Material for the task: Begin
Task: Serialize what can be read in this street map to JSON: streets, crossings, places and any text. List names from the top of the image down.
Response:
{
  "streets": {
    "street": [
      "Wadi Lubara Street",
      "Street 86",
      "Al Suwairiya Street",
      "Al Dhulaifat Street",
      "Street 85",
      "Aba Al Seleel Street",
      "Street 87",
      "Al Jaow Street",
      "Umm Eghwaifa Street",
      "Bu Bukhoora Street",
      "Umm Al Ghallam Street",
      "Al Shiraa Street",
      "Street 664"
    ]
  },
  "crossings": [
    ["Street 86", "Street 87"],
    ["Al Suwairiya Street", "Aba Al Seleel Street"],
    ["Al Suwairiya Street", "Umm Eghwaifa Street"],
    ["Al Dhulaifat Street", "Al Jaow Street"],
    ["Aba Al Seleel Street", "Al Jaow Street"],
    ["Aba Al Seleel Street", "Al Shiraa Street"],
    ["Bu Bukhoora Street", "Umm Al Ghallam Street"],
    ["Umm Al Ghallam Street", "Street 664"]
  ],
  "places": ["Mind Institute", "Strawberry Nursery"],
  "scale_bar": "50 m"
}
Material for the task: End
Work task. Within the entries above, how many lines contain the word "Suwairiya"? State the number only.

Response to this exercise. 3